The Senior League's CW Bruty Cup was won in 1997 after defeating Pentwyn Dynamos 2–1 in the final under the managership of Joe Feehan and a few seasons later, the first of the club's Senior League title was won under an ex-player Garry Fowler in the 2001–02 season whilst former players, Kingsley Lloyd, and Geraint Brooks led the club to two more South Wales FA Senior League titles in 2005 and 2006. This resulted in them receiving the accolade of South Wales FA Manager of The Year award. In 2007–08 the duo led the club to its then highest possible cup triumphe.

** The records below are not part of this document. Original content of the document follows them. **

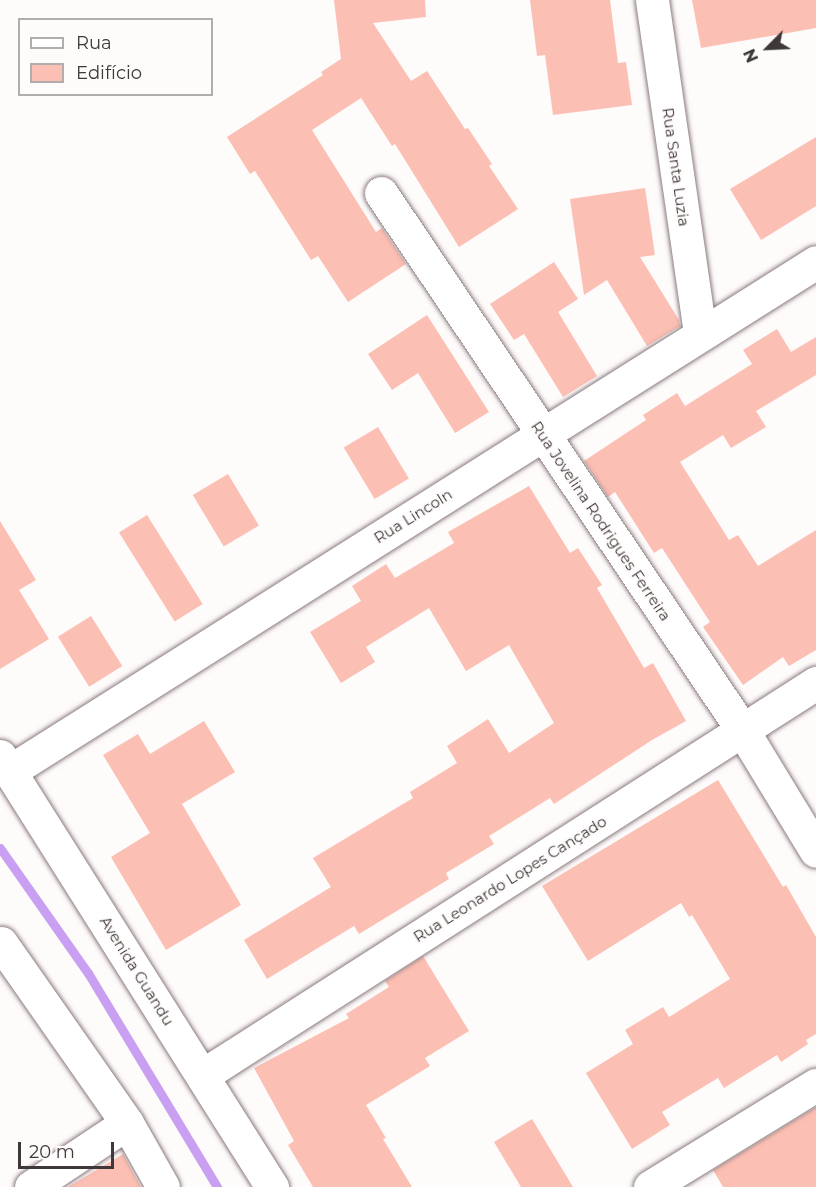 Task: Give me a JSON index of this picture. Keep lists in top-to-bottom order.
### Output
{
  "streets": {
    "street": [
      "Rua Santa Luzia",
      "Rua Lincoln",
      "Rua Jovelina Rodrigues Ferreira",
      "Rua Leonardo Lopes Cançado",
      "Avenida Guandu"
    ]
  },
  "crossings": [
    ["Rua Santa Luzia", "Rua Lincoln"],
    ["Rua Lincoln", "Rua Jovelina Rodrigues Ferreira"],
    ["Rua Lincoln", "Avenida Guandu"],
    ["Rua Jovelina Rodrigues Ferreira", "Rua Leonardo Lopes Cançado"],
    ["Rua Leonardo Lopes Cançado", "Avenida Guandu"]
  ],
  "legend": ["Rua", "Edifício"],
  "scale_bar": "20 m",
  "north": "bottom left"
}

The team lifted the South Wales Senior Cup, beating South Wales Amateur League champions Corus (Port Talbot) in the final by a 2–1 scoreline. In addition the team appeared in two consecutive CW Bruty Cup Finals in 2006 and 2007 losing both in a penalty shootout after the games were tied.

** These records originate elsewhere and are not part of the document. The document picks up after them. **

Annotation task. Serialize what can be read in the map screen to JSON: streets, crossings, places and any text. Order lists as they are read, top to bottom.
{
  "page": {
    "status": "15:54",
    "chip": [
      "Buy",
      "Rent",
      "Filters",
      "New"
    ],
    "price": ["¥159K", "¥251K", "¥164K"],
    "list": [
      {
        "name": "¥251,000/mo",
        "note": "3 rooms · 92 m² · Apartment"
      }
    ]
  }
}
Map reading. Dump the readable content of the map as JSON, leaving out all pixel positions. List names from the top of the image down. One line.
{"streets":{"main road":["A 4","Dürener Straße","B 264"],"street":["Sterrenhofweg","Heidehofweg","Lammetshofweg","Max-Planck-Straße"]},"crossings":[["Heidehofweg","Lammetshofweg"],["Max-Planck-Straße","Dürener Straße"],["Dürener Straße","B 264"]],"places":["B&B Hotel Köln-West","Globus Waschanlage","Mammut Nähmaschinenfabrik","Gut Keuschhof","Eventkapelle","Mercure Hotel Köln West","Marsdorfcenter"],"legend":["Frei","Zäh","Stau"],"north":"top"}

Promotion to the Welsh League came in 2010 after two back-to-back Senior League titles.

In the 2016–17 season Street reached the Welsh Football League Cup final, eliminating along the way Taffs Well (the holders of the cup for the past two seasons) and beating another Division One outfit Haverfordwest County 4–2 on penalties in the semi-final. Bridgend Street lost 3–1 to Llanelli Town in the Welsh League Cup Final at Old Road, Briton Ferry.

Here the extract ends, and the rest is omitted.